While San Francisco has put a priority on developing homes for the “missing middle” — 84 percent of such available apartments stand empty.
Of the city’s 216 recently completed units targeting workers with incomes high enough to be middle class in most markets, but who are often priced out in pricey San Francisco, 182 are vacant, the San Francisco Chronicle reported.
The units were built for families who earn between 100 percent and 150 percent of area median income, or $130,000 to $195,000 a year for a three-person household.
But just 15 percent of those units have found takers, despite a declared housing crisis, according to the Mayor’s Office of Housing and Community Development.

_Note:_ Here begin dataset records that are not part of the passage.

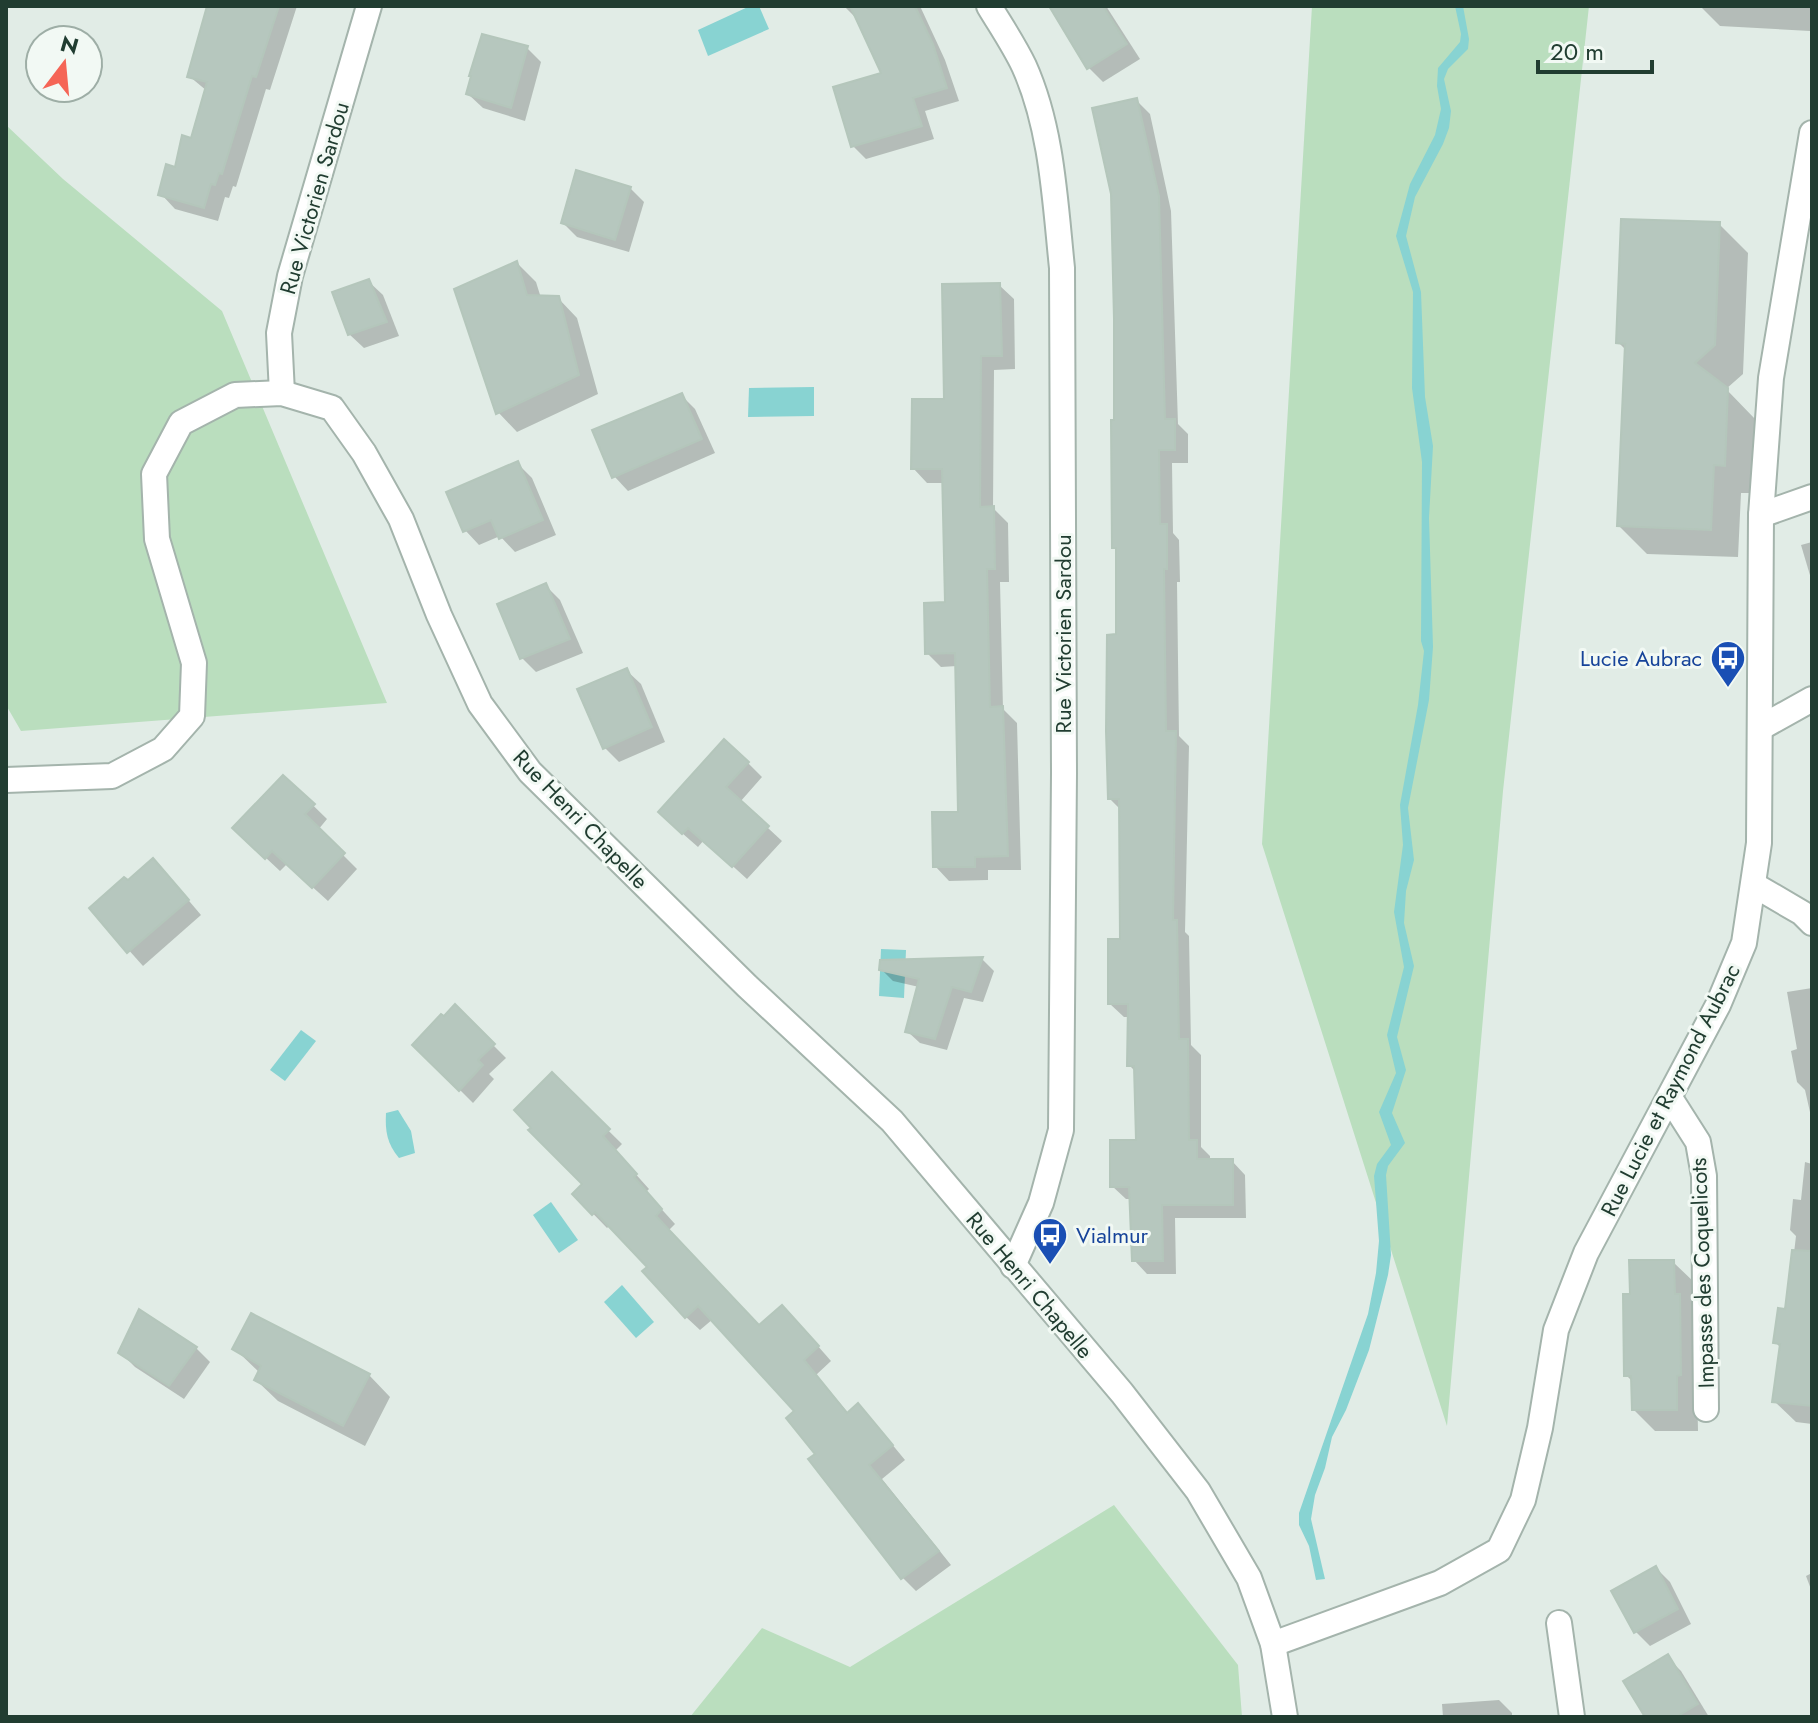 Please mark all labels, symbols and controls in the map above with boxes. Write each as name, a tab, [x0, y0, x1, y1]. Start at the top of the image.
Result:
north arrow	[24, 24, 104, 104]
scale bar	[1538, 24, 1652, 74]
text: N	[57, 27, 82, 63]
text: 20 m	[1550, 34, 1604, 69]
street label: Rue Victorien Sardou	[271, 98, 357, 298]
street label: Rue Victorien Sardou	[1047, 535, 1079, 733]
bus stop icon: Lucie Aubrac	[1709, 639, 1747, 689]
place label: Lucie Aubrac	[1580, 642, 1702, 674]
street label: Rue Henri Chapelle	[506, 742, 656, 896]
street label: Rue Lucie et Raymond Aubrac	[1592, 958, 1748, 1222]
street label: Impasse des Coquelicots	[1682, 1157, 1722, 1389]
street label: Rue Henri Chapelle	[959, 1205, 1101, 1365]
bus stop icon: Vialmur	[1031, 1216, 1069, 1266]
place label: Vialmur	[1076, 1219, 1149, 1251] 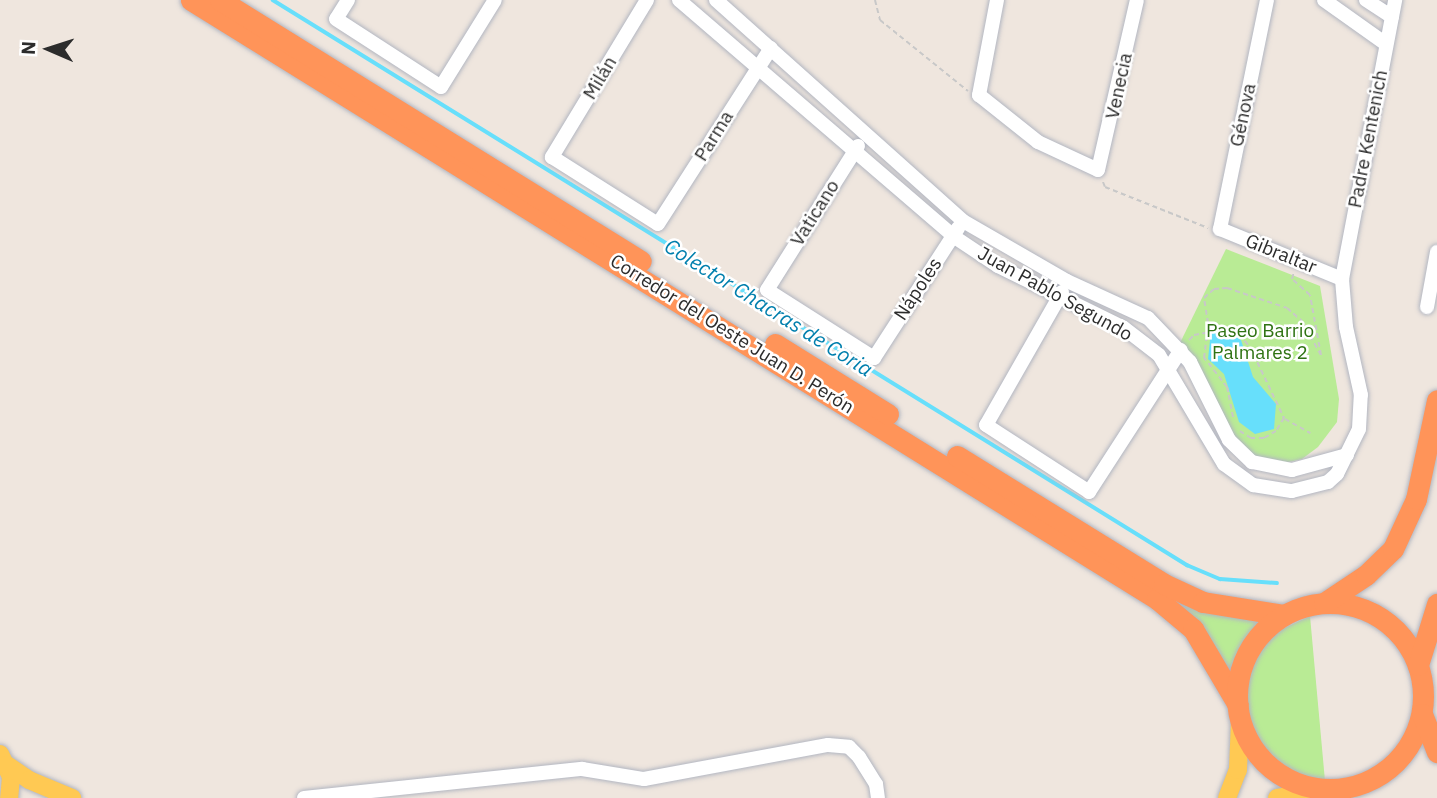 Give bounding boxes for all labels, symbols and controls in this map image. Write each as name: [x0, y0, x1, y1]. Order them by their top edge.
north arrow: [14, 14, 84, 84]
text: N: [16, 40, 40, 55]
street label: Venecia: [1101, 51, 1137, 121]
street label: Milán: [578, 52, 622, 104]
street label: Padre Kentenich: [1343, 68, 1393, 210]
street label: Génova: [1225, 81, 1261, 149]
street label: Parma: [690, 107, 738, 165]
street label: Vaticano: [786, 176, 844, 250]
street label: Gibraltar: [1242, 229, 1320, 279]
water label: Colector Chacras de Coria: [660, 233, 878, 381]
street label: Juan Pablo Segundo: [974, 242, 1136, 346]
street label: Corredor del Oeste Juan D. Perón: [606, 249, 858, 419]
street label: Nápoles: [889, 253, 947, 325]
park label: Paseo Barrio Palmares 2: [1206, 320, 1314, 364]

Developers who are sitting on the vacant below-market-rate units blame a depressed rental market that allows middle-income renters plenty of market options, according to the Chronicle.
They also point to red tape — including city bureaucracy so convoluted that qualifying for an apartment involves more paperwork than it takes to buy a home.
“They have ended up creating such an onerous process to qualify that the process itself disqualifies those most in need,” Cyrus Sanandaji, founder and managing principal at locally based Presidio Bay Ventures, told the Chronicle.
A year ago, Presidio Bay opened Ventana Residences, a 193-unit apartment complex at 99 Ocean Avenue, in the Excelsior.
Ventana, along with the George, a 302-unit complex at Fifth and Mission streets, and the Canyon, a 283-apartment tower near Oracle Park, target essential workers, such as teachers, nurses and firefighters, that make up the missing middle.
But the trio of buildings struggle to fill their moderate-income apartments.
Of the 14 Ventana units targeted for households at the 110 percent income level, only two have found takers. The apartments range from $2,600 for a studio to $3,600 for a three-bedroom flat.
More than two years after its leasing office opened, the middle-income, below-market-rate units at the George are only 26 percent leased.
Ten months after a ribbon-cutting at the Canyon, held up by Mayor London Breed as a model for San Francisco development, the below-market rates units are 27 percent leased.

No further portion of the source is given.